Reports indicate that the contract involves Lockheed’s Terminal High Altitude Area Defense (THAAD) missile defense system. The system is designed as a way to intercept ballistic missiles while they are midair, the Pentagon’s daily digest of weapons contracts indicates. THAAD was originally designed to hit Scuds and similar weapons. It can shoot down short, medium and intermediate ballistic missiles but has limited capability against ICBMs.
One THAAD system costs $800 million. The program was originally for the U.S. Army, having fallen under the Missile Defense Agency umbrella. The THAAD concept was proposed in 1987, and formal requests were submitted in 1990. Lockheed Martin was selected as the prime contractor for THAAD development for the U.S. Army in 1992. The first THAAD flight test was in 1995 at White Sands Missile Range with the first six intercepts missing target. In 1999, the first successful intercepts were conducted against Hera missiles.

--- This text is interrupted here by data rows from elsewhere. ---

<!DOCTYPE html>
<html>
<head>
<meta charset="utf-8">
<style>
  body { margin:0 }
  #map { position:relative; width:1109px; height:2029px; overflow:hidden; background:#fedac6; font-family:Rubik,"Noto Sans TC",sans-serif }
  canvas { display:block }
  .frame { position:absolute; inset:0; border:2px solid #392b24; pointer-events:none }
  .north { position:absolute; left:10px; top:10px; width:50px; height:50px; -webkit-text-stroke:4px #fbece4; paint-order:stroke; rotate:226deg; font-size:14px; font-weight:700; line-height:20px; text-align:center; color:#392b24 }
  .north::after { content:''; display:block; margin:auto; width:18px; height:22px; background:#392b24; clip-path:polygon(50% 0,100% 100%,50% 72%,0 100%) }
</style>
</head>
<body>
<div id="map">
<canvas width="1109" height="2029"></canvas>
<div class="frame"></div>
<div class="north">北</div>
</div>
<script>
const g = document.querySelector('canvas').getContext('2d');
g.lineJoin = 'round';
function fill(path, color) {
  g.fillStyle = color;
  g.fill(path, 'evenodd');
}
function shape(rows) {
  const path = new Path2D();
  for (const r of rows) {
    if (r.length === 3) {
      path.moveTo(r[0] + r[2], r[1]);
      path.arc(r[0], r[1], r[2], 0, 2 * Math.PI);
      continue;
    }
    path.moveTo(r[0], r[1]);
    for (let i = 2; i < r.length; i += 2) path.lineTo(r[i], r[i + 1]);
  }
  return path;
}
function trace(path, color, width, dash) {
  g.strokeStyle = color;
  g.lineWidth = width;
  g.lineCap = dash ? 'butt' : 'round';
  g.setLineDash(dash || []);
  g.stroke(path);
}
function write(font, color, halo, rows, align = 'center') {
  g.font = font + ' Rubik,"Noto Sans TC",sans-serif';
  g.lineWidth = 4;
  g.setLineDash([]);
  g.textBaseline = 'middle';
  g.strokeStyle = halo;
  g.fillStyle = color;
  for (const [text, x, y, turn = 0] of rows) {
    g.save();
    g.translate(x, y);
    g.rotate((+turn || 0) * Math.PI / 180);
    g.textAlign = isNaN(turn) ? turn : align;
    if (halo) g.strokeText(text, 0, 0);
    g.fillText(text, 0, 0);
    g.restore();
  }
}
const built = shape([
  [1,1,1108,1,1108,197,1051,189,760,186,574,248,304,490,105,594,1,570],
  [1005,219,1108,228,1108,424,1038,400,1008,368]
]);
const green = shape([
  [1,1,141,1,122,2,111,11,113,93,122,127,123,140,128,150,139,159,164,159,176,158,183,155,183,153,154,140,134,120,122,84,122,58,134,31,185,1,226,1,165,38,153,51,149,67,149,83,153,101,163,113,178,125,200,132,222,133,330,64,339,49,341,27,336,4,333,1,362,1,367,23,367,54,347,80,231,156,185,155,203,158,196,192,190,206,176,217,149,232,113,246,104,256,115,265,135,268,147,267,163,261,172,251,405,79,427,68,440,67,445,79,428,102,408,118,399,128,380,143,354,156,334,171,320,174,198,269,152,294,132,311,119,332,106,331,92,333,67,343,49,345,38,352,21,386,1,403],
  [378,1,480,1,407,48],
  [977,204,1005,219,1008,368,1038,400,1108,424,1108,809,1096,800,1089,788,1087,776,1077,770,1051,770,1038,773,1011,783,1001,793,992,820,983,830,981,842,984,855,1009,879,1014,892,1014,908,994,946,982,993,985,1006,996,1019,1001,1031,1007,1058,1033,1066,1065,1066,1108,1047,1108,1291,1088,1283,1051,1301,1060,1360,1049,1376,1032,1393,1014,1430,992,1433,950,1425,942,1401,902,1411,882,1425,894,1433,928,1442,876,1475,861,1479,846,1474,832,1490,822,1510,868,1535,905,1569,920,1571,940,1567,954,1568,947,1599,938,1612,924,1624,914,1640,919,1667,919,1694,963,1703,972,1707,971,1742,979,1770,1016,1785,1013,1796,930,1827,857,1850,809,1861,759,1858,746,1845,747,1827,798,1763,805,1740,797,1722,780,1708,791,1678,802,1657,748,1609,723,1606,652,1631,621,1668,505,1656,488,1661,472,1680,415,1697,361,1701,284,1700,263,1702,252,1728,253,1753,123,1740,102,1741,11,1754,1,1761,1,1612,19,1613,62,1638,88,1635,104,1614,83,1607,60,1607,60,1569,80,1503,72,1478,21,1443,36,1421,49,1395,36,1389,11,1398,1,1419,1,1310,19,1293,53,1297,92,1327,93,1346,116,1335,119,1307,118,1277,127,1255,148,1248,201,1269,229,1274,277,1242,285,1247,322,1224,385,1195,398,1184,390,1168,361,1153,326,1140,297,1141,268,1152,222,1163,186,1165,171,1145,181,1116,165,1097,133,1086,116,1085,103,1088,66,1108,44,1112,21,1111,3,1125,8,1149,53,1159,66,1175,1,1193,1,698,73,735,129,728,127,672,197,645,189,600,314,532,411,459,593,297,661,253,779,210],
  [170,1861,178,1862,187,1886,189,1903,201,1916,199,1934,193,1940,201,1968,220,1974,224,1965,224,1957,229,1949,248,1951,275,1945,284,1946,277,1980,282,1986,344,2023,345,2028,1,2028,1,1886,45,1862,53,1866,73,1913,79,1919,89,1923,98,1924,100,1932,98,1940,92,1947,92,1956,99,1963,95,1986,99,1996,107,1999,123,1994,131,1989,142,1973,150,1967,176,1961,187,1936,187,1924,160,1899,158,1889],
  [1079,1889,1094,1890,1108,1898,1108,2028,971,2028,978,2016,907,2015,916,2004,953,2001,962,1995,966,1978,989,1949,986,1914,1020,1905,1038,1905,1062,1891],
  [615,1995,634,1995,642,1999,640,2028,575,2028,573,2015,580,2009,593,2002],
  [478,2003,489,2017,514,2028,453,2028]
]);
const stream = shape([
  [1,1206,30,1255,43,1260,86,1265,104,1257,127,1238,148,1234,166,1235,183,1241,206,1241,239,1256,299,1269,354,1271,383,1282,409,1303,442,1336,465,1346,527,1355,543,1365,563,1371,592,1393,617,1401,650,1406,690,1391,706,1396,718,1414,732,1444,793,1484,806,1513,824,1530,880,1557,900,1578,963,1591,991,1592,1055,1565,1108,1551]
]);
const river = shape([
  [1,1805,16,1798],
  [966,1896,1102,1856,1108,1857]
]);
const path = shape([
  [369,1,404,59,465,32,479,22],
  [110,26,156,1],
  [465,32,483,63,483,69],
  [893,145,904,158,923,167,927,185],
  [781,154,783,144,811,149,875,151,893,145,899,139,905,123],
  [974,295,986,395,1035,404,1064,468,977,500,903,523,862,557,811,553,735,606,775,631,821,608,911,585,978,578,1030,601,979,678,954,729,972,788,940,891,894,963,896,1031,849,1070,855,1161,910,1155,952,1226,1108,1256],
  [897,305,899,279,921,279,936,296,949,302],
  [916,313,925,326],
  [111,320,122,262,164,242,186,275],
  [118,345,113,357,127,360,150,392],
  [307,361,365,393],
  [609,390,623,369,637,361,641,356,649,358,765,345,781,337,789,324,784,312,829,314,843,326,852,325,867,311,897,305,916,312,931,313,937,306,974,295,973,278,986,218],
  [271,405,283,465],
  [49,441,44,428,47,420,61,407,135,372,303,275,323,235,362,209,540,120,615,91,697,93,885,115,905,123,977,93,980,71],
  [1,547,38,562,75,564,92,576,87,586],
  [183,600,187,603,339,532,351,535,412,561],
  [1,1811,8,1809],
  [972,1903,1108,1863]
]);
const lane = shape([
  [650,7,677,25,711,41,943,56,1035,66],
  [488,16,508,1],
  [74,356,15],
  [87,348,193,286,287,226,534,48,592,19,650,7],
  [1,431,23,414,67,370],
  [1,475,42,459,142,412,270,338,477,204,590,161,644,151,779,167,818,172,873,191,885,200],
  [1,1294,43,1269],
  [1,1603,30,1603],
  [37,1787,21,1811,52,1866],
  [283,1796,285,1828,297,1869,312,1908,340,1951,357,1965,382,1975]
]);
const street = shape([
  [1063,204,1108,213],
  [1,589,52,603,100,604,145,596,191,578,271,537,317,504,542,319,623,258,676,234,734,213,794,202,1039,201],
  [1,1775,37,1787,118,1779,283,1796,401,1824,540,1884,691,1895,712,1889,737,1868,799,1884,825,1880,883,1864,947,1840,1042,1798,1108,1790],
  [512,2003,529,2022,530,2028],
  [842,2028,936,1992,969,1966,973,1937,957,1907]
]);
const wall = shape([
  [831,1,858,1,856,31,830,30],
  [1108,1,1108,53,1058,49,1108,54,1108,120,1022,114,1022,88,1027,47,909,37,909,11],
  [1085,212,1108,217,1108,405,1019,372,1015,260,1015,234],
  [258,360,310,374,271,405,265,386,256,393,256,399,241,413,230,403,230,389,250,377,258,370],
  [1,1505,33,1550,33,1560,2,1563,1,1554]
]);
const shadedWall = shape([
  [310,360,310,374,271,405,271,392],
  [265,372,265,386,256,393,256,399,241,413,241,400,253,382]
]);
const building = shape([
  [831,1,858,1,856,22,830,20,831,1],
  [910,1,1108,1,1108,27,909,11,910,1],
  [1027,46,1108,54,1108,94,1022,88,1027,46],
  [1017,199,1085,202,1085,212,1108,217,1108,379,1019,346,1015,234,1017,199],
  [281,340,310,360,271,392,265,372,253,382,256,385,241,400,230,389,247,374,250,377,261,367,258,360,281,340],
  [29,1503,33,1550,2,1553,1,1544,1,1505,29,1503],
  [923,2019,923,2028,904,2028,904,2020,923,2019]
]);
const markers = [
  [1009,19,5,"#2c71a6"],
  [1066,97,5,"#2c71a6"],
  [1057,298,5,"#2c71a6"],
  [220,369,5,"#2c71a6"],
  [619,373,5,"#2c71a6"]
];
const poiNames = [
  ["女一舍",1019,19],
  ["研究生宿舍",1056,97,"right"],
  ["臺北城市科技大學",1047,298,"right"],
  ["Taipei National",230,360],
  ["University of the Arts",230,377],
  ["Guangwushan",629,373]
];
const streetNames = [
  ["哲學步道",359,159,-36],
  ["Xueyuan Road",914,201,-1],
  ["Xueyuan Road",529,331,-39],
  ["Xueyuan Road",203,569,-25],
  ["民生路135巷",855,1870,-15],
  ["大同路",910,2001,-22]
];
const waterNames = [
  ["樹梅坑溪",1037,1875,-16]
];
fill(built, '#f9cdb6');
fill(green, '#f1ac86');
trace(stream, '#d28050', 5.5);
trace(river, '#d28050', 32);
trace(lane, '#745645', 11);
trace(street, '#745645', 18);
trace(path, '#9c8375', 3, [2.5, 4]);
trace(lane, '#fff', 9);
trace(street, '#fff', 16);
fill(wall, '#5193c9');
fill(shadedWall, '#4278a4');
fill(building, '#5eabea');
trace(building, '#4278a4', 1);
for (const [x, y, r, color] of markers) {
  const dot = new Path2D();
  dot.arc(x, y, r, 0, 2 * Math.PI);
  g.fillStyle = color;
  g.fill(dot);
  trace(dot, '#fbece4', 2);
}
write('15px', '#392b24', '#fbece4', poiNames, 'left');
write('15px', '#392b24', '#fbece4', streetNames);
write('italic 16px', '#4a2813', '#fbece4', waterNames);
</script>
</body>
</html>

This particular deal has taken several years to negotiate. It is believed that the combined orders for the United States and the United Arab Emirates will result in the U.S. saving about 10 percent, according to statements from Mat Joyce, the THAAD program manager and Lockheed vice president.
The contract includes 192 interceptors for the UAE and as many as 110 of the interceptors for the U.S. Army. There is an additional option for fiscal year 2014 with a $352 million value, and it would have to be enacted no later than Dec. 31, the announcement from the Pentagon indicates.

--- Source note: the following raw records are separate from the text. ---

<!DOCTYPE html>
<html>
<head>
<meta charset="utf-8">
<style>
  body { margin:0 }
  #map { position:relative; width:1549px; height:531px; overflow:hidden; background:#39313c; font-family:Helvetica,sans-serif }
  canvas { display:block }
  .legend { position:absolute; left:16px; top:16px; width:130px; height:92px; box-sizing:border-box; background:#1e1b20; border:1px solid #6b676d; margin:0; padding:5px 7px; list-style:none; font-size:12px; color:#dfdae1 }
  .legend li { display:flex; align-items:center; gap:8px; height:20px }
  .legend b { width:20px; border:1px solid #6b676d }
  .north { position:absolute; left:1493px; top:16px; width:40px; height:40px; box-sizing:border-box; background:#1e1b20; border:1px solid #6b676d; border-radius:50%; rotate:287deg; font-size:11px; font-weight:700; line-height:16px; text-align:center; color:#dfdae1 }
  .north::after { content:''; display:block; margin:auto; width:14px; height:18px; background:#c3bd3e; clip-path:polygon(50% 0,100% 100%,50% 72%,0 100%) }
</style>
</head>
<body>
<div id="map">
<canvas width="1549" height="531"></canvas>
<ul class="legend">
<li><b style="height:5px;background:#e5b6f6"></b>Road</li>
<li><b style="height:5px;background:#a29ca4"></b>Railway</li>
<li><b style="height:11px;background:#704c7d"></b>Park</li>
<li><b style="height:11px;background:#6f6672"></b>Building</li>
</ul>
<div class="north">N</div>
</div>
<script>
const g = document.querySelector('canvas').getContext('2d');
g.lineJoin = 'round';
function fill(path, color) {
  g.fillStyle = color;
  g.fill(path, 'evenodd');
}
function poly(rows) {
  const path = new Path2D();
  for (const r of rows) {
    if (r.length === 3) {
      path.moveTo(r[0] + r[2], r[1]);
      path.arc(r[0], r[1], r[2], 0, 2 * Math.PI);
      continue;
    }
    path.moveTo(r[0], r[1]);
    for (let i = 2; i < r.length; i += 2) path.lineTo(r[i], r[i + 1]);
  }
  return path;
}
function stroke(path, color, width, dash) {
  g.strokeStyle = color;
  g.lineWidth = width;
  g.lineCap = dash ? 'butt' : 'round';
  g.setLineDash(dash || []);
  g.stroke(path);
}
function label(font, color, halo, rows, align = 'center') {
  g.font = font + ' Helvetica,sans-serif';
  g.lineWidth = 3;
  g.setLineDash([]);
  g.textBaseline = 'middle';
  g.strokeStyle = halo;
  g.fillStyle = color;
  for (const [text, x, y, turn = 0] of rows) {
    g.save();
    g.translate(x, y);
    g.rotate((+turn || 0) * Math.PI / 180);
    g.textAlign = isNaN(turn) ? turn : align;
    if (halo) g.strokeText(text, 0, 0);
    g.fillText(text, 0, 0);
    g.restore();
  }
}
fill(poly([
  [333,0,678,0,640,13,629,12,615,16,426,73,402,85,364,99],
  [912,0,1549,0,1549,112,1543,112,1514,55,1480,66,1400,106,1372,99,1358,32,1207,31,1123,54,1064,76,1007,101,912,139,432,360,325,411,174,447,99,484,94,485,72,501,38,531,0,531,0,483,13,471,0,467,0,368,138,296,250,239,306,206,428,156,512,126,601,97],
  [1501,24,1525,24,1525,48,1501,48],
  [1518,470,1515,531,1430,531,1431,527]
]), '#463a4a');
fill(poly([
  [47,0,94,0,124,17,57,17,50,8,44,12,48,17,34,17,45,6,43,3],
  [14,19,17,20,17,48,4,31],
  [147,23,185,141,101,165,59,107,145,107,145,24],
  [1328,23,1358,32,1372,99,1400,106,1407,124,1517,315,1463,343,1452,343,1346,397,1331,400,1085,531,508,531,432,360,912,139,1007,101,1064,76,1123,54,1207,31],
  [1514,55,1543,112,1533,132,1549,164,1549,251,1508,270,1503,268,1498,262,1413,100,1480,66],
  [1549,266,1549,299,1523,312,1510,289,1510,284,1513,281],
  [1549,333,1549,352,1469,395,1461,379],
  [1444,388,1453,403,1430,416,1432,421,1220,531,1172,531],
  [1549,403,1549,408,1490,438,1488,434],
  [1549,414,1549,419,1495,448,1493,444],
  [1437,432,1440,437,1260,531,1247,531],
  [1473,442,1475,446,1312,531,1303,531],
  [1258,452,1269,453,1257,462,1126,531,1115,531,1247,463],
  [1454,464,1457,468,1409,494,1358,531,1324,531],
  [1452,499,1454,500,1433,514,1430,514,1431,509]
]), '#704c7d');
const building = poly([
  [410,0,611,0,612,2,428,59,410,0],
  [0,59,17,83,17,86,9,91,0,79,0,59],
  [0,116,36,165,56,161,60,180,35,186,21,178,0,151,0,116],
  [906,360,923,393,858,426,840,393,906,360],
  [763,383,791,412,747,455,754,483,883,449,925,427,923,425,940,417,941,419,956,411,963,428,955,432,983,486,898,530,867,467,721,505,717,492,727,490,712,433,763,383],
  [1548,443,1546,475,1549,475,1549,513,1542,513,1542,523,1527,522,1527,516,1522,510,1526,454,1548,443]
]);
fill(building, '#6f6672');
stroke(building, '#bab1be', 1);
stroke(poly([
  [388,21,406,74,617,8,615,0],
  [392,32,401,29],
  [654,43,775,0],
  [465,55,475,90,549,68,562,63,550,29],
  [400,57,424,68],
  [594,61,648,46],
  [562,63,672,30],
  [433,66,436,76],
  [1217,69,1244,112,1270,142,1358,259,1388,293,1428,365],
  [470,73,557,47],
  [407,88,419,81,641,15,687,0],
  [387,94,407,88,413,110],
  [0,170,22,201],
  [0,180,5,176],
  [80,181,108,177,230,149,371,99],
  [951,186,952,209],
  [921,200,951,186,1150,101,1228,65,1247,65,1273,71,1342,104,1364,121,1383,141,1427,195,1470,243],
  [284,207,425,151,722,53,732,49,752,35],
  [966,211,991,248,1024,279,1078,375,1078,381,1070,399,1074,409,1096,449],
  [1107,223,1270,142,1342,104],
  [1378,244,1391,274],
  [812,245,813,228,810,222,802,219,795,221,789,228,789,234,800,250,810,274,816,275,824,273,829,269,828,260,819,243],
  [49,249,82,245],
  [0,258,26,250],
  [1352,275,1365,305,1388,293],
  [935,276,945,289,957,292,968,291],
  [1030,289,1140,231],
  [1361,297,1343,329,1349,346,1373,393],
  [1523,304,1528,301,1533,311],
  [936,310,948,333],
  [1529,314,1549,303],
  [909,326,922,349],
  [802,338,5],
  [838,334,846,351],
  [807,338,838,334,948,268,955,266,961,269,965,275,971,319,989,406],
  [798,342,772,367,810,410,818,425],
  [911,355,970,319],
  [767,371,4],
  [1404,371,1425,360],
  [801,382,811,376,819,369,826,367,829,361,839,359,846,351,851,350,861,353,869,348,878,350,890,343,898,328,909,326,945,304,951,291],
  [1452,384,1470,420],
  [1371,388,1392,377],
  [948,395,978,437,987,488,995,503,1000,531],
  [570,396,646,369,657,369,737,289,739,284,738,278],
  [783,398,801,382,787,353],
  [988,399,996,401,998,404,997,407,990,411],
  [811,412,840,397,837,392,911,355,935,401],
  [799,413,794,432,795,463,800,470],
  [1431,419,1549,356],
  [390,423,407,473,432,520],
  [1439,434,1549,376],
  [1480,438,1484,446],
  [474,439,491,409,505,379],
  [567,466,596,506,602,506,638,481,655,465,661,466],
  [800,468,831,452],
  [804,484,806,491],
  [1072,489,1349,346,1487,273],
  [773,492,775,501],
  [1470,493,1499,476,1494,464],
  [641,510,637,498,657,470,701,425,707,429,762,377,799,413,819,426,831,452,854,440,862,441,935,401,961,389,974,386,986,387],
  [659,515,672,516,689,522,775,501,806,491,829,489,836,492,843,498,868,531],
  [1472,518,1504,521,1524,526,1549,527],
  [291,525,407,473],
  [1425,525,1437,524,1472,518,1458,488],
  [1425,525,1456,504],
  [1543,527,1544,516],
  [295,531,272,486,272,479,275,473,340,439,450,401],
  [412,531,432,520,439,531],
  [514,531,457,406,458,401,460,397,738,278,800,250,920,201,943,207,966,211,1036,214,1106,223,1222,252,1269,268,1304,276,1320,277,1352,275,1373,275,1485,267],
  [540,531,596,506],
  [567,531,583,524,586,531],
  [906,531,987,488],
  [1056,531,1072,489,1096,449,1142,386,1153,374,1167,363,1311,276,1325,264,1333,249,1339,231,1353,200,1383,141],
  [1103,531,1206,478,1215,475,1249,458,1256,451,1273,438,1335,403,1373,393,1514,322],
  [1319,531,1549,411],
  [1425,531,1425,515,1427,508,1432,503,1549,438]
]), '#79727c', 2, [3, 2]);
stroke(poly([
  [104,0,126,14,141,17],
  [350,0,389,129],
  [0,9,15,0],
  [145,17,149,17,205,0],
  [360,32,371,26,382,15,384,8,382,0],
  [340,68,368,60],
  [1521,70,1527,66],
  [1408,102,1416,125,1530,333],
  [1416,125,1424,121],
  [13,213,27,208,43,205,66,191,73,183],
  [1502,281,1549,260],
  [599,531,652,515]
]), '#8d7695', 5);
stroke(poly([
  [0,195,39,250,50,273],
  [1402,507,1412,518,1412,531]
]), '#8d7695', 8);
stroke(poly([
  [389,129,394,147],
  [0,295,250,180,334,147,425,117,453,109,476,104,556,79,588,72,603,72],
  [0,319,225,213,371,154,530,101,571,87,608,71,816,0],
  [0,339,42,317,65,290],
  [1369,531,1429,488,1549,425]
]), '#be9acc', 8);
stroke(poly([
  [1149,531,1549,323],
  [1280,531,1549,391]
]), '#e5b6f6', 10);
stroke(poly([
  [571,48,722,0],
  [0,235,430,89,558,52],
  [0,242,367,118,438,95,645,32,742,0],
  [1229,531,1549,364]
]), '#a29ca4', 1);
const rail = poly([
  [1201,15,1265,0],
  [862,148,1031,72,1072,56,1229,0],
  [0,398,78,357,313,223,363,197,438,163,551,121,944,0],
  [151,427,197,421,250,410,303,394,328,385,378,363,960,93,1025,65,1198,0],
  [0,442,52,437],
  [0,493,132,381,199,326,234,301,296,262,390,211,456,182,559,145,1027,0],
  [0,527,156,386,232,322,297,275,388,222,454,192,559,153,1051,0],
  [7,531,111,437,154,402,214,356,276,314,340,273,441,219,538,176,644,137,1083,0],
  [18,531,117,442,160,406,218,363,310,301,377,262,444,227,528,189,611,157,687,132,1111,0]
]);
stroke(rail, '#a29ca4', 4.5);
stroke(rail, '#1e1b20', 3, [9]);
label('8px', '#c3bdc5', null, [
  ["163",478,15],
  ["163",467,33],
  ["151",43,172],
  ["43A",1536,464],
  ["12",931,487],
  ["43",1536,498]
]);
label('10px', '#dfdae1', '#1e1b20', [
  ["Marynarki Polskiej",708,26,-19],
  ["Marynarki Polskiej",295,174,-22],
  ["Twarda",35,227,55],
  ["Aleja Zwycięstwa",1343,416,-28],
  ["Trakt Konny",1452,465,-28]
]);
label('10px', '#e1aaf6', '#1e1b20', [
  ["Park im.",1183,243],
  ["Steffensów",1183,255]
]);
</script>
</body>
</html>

Reports have indicated that the U.S. is in discussion with Qatar on the possible sale of the THAAD missile defense system. Interest has also been shown by Saudi Arabia, Japan and South Korea. The first operational test of THAAD and its ability to work with the Aegis combat system while on a guided-missile destroyer was conducted by the U.S. Missile Defense Agency last week, reports indicate. The two systems, while working together, intercepted two medium-range ballistic missiles which had been fired almost simultaneously.
Earlier in the year, when North Korea threated the U.S. with a nuclear attack, the Pentagon sent two Aegis destroyers out to the western Pacific while placing a THAAD missile system on the Pacific territory of Guam.